● **What to work on**
Before answering, work out how many lines below contain the string "lineCap"; the reply is that number alone.

● **Source records**
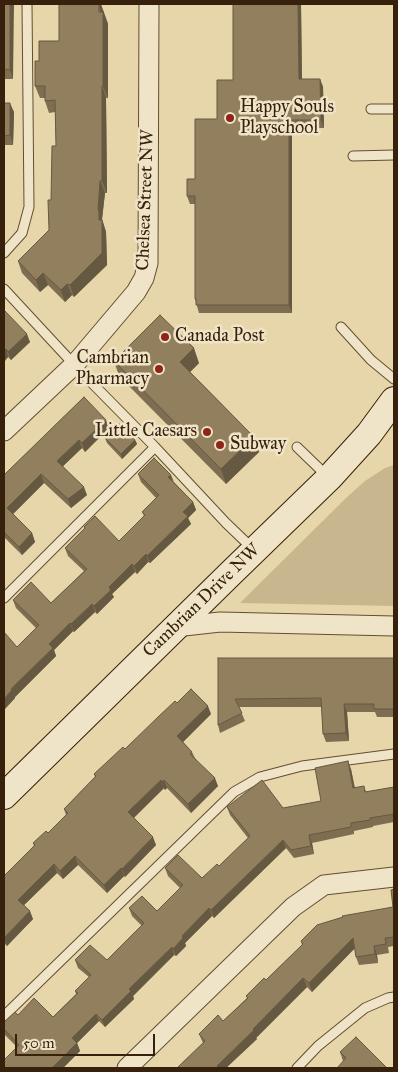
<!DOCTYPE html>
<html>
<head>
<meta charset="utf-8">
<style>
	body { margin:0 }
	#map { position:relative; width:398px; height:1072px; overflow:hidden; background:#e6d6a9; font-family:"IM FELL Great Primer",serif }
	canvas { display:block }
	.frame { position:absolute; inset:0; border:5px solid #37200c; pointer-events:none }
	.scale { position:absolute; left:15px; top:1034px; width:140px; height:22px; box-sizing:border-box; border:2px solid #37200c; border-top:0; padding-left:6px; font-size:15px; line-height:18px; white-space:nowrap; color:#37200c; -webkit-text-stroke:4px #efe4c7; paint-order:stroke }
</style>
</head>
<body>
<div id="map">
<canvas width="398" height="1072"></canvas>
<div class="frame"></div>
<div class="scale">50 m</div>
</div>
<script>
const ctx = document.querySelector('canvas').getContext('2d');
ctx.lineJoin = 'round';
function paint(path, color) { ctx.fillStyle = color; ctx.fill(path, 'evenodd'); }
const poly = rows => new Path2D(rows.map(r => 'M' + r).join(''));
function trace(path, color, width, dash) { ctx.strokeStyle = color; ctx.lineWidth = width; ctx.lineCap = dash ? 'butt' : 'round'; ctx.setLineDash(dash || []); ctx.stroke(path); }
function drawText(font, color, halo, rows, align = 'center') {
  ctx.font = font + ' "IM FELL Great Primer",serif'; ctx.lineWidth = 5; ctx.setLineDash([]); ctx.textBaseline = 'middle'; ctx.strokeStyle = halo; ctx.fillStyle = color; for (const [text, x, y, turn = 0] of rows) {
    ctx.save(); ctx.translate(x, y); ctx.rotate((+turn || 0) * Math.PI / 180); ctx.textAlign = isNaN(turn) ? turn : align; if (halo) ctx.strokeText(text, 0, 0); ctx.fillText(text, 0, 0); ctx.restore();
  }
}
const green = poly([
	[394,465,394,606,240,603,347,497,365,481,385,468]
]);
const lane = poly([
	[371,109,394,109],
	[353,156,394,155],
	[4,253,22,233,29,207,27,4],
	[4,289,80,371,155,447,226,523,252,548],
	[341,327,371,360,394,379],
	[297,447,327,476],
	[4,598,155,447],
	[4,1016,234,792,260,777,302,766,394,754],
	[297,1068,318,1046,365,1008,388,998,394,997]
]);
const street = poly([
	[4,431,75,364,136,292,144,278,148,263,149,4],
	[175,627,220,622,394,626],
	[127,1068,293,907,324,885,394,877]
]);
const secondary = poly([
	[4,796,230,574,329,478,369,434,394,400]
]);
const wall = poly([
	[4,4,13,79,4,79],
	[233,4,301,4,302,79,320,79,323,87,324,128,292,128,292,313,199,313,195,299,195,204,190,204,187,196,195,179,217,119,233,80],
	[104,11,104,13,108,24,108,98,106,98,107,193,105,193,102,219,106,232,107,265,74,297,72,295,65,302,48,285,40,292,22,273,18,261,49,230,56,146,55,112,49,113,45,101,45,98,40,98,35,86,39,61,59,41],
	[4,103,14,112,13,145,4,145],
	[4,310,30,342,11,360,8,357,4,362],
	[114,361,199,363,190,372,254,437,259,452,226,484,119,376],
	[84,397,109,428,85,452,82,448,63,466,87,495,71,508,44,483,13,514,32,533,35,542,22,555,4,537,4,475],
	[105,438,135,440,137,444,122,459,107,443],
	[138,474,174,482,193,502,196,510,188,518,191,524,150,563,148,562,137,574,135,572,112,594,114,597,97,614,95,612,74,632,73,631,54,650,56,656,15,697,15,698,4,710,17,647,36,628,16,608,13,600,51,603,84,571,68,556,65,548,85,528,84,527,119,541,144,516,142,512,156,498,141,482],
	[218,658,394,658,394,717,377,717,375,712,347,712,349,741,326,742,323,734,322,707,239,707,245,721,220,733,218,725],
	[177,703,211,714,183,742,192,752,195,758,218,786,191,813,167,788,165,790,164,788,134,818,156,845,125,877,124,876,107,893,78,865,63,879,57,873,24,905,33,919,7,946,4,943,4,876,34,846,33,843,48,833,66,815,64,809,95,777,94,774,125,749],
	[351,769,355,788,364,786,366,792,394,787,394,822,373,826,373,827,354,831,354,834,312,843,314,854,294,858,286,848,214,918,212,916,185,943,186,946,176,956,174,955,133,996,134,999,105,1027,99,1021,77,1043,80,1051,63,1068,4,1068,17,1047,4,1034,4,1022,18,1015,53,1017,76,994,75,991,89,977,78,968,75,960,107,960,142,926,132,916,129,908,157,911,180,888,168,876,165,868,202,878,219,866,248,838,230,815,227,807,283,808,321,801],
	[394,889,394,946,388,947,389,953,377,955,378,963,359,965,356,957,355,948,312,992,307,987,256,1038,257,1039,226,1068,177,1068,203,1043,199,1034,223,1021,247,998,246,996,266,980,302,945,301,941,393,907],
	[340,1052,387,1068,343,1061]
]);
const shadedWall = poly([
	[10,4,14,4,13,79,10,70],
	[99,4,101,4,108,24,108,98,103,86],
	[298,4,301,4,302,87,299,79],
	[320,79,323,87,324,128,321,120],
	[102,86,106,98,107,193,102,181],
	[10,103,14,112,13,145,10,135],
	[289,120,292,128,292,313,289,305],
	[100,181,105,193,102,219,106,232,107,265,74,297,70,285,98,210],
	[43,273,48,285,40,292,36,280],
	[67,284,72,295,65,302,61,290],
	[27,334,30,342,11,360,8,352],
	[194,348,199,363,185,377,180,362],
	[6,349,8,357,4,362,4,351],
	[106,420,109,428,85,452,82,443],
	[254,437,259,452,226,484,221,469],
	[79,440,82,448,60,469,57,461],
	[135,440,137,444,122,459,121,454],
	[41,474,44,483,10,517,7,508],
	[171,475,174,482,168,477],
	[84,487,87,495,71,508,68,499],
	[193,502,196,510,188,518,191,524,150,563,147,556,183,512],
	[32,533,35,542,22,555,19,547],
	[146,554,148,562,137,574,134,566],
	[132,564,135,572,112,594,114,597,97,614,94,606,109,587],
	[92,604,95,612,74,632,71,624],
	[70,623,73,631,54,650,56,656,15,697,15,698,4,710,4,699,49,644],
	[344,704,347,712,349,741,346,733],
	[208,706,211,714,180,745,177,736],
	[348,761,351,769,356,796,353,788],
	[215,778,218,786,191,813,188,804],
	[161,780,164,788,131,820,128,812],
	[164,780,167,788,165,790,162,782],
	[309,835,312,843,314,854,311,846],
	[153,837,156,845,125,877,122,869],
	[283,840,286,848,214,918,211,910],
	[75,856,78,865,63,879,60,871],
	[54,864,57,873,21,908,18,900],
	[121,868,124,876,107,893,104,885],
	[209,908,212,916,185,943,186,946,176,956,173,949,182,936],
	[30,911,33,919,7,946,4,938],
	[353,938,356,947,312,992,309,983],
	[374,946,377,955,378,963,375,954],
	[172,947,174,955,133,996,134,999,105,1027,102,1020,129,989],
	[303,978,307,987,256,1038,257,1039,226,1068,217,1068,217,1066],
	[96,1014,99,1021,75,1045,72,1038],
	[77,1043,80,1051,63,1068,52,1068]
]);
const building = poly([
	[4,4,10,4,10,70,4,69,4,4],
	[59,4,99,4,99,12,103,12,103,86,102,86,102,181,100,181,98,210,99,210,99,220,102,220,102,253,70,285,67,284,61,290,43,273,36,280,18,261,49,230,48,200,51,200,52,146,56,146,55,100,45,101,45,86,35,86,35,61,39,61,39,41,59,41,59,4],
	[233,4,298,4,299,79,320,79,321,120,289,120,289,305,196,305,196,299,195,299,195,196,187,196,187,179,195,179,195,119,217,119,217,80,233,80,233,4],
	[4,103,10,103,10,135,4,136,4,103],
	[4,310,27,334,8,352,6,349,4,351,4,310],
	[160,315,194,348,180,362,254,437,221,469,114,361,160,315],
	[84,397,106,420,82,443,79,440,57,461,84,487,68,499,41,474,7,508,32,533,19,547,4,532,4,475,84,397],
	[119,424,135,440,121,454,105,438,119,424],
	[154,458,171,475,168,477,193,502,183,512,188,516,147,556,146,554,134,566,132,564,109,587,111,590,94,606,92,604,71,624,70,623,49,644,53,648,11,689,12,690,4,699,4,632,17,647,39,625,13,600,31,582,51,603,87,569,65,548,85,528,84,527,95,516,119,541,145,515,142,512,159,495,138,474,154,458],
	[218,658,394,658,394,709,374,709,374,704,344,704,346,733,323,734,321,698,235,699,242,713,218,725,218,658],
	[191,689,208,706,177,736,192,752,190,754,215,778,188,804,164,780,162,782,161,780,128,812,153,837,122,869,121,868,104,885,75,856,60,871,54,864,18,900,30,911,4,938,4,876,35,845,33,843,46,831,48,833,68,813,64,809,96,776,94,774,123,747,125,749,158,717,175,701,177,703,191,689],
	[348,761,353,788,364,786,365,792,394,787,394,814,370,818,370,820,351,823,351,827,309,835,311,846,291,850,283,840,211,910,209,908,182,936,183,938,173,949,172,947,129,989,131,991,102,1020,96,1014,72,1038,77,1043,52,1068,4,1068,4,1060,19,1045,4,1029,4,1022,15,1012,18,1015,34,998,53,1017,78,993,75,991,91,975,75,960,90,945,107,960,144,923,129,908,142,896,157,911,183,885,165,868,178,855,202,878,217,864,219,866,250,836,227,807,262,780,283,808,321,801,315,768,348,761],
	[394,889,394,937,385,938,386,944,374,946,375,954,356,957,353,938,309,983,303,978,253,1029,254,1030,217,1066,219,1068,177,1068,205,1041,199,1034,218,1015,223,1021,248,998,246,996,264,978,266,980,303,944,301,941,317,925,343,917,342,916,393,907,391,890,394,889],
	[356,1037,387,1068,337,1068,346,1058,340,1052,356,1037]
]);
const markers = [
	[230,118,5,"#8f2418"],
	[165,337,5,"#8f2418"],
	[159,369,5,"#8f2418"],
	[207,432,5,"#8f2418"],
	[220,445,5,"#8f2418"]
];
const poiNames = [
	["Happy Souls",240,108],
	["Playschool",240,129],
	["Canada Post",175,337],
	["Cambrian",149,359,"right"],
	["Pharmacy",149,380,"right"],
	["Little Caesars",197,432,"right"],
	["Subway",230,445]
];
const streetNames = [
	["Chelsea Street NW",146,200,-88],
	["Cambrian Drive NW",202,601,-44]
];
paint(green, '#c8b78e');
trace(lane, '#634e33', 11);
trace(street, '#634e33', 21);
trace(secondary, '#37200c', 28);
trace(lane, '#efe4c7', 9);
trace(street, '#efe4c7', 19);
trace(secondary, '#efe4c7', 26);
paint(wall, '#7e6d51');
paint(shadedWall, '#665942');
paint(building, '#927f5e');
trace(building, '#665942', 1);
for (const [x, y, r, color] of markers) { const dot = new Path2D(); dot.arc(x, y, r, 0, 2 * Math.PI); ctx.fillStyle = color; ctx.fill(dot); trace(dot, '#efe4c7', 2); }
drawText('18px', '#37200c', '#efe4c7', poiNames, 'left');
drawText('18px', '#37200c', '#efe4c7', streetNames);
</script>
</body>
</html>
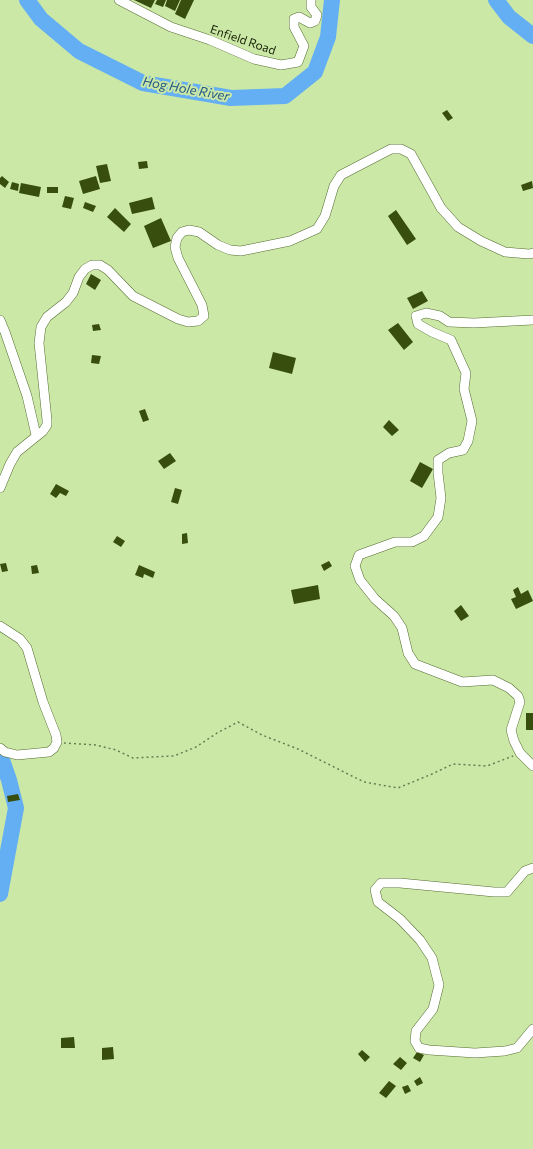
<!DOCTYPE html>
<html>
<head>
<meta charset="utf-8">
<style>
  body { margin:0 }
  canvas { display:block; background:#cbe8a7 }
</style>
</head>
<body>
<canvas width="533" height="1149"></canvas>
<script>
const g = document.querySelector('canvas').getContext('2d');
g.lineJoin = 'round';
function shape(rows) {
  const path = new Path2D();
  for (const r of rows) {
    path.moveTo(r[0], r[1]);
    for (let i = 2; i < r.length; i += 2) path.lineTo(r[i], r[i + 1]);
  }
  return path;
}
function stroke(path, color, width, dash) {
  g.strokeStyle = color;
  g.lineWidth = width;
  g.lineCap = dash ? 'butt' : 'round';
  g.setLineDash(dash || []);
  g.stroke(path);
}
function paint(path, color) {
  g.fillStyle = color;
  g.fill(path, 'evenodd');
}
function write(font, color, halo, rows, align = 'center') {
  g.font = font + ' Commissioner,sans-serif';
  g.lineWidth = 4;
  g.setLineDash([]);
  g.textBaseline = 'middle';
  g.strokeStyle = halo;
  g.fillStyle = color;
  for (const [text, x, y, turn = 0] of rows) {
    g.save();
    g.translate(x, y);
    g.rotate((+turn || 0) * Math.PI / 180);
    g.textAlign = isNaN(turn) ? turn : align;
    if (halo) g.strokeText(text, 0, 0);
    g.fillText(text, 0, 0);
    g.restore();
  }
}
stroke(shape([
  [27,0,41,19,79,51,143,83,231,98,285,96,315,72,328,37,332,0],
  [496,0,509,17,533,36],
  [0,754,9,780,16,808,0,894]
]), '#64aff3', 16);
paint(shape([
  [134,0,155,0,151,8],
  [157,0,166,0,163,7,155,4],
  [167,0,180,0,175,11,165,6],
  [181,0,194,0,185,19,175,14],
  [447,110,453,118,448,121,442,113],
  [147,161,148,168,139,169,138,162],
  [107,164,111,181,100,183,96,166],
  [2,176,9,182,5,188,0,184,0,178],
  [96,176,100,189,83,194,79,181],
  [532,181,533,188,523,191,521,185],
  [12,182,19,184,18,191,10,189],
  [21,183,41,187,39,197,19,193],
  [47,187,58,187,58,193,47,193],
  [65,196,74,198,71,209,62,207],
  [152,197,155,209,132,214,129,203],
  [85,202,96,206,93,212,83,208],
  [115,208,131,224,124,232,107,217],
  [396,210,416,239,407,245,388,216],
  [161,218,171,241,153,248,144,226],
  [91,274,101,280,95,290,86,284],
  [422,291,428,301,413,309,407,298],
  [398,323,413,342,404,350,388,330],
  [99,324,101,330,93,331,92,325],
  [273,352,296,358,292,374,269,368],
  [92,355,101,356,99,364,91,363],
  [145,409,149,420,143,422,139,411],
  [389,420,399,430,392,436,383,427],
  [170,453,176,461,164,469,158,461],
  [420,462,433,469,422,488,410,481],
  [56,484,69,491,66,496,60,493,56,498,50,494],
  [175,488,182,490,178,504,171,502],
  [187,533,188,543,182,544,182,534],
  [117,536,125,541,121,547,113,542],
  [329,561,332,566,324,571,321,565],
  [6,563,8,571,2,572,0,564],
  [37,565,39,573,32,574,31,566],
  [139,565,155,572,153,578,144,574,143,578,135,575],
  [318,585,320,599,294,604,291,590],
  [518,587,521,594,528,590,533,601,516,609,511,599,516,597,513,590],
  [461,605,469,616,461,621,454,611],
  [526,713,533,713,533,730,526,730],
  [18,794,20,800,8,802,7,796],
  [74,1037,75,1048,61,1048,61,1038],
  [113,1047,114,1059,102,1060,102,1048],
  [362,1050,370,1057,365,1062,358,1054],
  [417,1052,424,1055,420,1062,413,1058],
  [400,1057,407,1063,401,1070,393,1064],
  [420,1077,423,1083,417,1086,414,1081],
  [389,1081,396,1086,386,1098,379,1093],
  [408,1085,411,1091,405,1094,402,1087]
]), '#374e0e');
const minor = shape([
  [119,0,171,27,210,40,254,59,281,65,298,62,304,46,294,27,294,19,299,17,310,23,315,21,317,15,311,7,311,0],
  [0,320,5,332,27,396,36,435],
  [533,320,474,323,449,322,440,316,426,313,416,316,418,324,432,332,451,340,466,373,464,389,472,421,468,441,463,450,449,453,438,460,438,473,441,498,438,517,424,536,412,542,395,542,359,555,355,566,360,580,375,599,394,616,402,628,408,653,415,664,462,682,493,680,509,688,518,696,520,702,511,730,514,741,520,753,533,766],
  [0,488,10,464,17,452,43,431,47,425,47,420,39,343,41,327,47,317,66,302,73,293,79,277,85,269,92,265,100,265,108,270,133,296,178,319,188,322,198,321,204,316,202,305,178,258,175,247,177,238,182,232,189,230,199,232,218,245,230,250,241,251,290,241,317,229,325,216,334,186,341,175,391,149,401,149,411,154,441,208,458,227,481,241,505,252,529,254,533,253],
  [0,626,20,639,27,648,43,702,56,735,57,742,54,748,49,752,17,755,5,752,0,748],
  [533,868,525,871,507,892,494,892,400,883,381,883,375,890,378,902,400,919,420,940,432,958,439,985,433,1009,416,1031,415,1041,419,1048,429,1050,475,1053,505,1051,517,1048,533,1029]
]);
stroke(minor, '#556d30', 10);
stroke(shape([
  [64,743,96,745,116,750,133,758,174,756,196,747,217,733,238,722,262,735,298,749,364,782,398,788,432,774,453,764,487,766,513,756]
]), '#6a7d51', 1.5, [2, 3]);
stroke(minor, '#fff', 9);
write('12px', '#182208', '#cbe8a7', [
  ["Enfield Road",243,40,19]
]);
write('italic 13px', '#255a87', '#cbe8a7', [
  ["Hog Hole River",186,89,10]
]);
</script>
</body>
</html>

● **Your response**
2